Requirement.
Begin with the first line of the entries below. Copy each line exactly, stopping after the one that contains "Give me a JSON".

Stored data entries
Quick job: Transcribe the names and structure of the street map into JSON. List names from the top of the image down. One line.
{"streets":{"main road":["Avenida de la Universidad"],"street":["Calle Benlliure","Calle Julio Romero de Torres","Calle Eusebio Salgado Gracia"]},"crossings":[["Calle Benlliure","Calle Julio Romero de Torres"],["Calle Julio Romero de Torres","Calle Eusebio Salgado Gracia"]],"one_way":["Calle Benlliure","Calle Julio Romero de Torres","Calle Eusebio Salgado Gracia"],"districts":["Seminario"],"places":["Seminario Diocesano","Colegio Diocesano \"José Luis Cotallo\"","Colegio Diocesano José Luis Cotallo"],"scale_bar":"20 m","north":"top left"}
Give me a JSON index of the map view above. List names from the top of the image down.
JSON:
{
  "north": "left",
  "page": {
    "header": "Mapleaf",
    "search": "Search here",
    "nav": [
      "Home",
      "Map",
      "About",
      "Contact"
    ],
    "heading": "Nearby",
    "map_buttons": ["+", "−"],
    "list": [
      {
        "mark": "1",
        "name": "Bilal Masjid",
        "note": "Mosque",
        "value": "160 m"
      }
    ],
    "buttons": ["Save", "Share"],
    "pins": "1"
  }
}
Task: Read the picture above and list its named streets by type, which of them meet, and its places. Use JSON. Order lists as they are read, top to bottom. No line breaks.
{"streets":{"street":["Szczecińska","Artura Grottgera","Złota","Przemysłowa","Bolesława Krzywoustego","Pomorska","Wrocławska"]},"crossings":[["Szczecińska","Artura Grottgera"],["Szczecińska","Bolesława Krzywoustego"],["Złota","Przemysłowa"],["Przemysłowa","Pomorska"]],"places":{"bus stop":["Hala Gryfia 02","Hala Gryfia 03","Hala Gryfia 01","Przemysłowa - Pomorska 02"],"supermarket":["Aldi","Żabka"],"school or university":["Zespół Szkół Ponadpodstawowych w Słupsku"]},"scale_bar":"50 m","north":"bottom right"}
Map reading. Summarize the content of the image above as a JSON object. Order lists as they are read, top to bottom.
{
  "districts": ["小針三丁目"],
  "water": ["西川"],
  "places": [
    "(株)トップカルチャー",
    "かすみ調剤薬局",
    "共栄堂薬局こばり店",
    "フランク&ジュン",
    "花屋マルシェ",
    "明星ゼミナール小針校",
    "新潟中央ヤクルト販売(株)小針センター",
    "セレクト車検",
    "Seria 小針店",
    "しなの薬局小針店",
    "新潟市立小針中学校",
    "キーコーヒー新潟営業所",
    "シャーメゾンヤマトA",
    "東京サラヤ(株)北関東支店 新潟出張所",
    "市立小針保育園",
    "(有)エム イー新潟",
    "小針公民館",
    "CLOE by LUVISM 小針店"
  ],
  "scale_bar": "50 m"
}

Output of the exercise.
Quick job: Transcribe the names and structure of the street map into JSON. List names from the top of the image down. One line.
{"streets":{"main road":["Avenida de la Universidad"],"street":["Calle Benlliure","Calle Julio Romero de Torres","Calle Eusebio Salgado Gracia"]},"crossings":[["Calle Benlliure","Calle Julio Romero de Torres"],["Calle Julio Romero de Torres","Calle Eusebio Salgado Gracia"]],"one_way":["Calle Benlliure","Calle Julio Romero de Torres","Calle Eusebio Salgado Gracia"],"districts":["Seminario"],"places":["Seminario Diocesano","Colegio Diocesano \"José Luis Cotallo\"","Colegio Diocesano José Luis Cotallo"],"scale_bar":"20 m","north":"top left"}
Give me a JSON index of the map view above. List names from the top of the image down.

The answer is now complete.